• [WHAT YOU WILL DO]:
Leaving out the pictures, retype the lines from the beginning of the listing through the line containing "position:relative; width:459px; height:1822px;".

• [DATASET]:
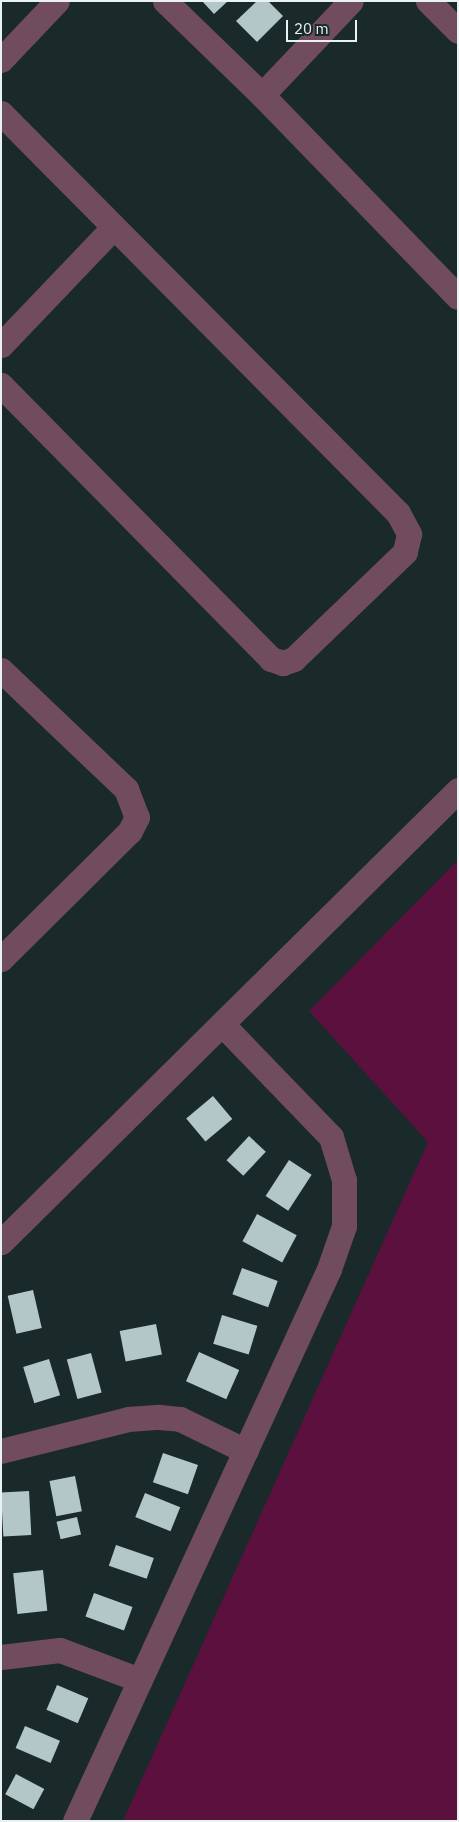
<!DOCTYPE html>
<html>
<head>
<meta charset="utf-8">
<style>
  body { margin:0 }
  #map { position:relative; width:459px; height:1822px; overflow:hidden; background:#1a292a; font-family:"IBM Plex Sans",sans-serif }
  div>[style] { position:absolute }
  .green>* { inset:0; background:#5c103e }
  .building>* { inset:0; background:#b4c7c8; transform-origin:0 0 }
  .minor>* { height:25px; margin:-12.5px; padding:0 12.5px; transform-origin:12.5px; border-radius:12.5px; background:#704c5e }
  span { translate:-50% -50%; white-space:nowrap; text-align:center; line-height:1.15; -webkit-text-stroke:5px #1a292a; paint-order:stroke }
  .frame { position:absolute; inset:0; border:2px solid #e8f2f3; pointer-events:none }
  .scale { position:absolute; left:286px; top:20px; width:71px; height:22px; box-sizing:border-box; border:2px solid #e8f2f3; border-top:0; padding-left:6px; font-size:15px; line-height:18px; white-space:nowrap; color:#e8f2f3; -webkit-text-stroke:4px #1a292a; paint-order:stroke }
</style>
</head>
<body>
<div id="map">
  <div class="green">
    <div style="clip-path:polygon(458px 860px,458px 1821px,123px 1821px,428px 1142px,309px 1011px)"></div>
  </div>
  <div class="building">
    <div style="clip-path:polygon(202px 1px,228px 1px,214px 14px)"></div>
    <div style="clip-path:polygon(257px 1px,268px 1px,283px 16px,257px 42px,236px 21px)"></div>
    <div style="left:213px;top:1096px;width:30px;height:35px;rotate:50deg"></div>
    <div style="left:249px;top:1136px;width:23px;height:33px;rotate:43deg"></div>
    <div style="left:289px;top:1160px;width:27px;height:43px;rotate:33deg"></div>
    <div style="left:257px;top:1214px;width:45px;height:31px;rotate:28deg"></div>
    <div style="left:242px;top:1268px;width:38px;height:28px;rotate:20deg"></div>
    <div style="left:33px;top:1290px;width:39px;height:26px;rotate:77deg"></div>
    <div style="left:222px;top:1315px;width:37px;height:30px;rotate:17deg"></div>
    <div style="left:156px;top:1324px;width:31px;height:37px;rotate:79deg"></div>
    <div style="left:199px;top:1352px;width:44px;height:32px;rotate:24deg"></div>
    <div style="left:91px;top:1353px;width:41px;height:25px;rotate:75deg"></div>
    <div style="left:49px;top:1359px;width:38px;height:27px;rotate:73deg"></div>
    <div style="left:163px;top:1453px;width:37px;height:31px;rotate:19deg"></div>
    <div style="left:75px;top:1476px;width:36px;height:26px;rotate:79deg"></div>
    <div style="left:29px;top:1491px;width:44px;height:28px;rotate:87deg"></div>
    <div style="left:145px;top:1493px;width:38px;height:26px;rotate:22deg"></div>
    <div style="left:77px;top:1517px;width:18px;height:21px;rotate:77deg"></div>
    <div style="left:116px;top:1545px;width:40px;height:22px;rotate:19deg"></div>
    <div style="left:43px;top:1570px;width:41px;height:30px;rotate:84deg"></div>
    <div style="left:94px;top:1593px;width:41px;height:25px;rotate:20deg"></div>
    <div style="left:57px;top:1685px;width:34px;height:27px;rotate:23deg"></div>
    <div style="left:25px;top:1726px;width:38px;height:24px;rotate:23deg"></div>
    <div style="left:16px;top:1774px;width:32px;height:23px;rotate:28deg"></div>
  </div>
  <div class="minor">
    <div style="left:165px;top:1px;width:135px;rotate:44.1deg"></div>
    <div style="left:262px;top:95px;width:281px;rotate:45.9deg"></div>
    <div style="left:428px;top:1px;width:42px;rotate:45deg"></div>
    <div style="left:1px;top:60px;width:81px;rotate:-46.5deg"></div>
    <div style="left:262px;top:95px;width:129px;rotate:-46.6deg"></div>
    <div style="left:1px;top:113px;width:564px;rotate:45.22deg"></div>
    <div style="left:398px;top:513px;width:24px;rotate:62deg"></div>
    <div style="left:409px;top:534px;width:18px;rotate:103deg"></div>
    <div style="left:405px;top:552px;width:154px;rotate:136.1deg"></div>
    <div style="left:294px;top:659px;width:12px;rotate:160deg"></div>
    <div style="left:283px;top:663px;width:13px;rotate:-162deg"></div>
    <div style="left:271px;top:659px;width:385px;rotate:-134.6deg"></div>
    <div style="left:1px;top:345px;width:161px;rotate:-46.3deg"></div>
    <div style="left:1px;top:670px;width:173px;rotate:43.6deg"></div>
    <div style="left:126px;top:789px;width:30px;rotate:69deg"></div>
    <div style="left:137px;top:817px;width:16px;rotate:117deg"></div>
    <div style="left:130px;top:831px;width:182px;rotate:135.2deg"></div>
    <div style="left:1px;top:1242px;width:643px;rotate:-44.68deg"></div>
    <div style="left:1px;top:1451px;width:131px;rotate:-14.1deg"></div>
    <div style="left:128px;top:1419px;width:31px;rotate:-4deg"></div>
    <div style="left:159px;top:1417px;width:21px;rotate:5deg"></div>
    <div style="left:180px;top:1419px;width:73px;rotate:25.9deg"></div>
    <div style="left:1px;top:1657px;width:59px;rotate:-6.8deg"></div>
    <div style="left:60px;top:1650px;width:85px;rotate:20.6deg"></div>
    <div style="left:75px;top:1821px;width:608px;rotate:-65.29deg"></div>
    <div style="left:329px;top:1269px;width:46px;rotate:-70.8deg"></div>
    <div style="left:344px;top:1226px;width:46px;rotate:-90deg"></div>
    <div style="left:344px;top:1180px;width:45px;rotate:-106.8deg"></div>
    <div style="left:331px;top:1137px;width:156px;rotate:-134deg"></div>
  </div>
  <div class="frame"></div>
  <div class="scale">20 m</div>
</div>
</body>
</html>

• [RESPONSE BOX]:
<!DOCTYPE html>
<html>
<head>
<meta charset="utf-8">
<style>
  body { margin:0 }
  #map { position:relative; width:459px; height:1822px; overflow:hidden; background:#1a292a; font-family:"IBM Plex Sans",sans-serif }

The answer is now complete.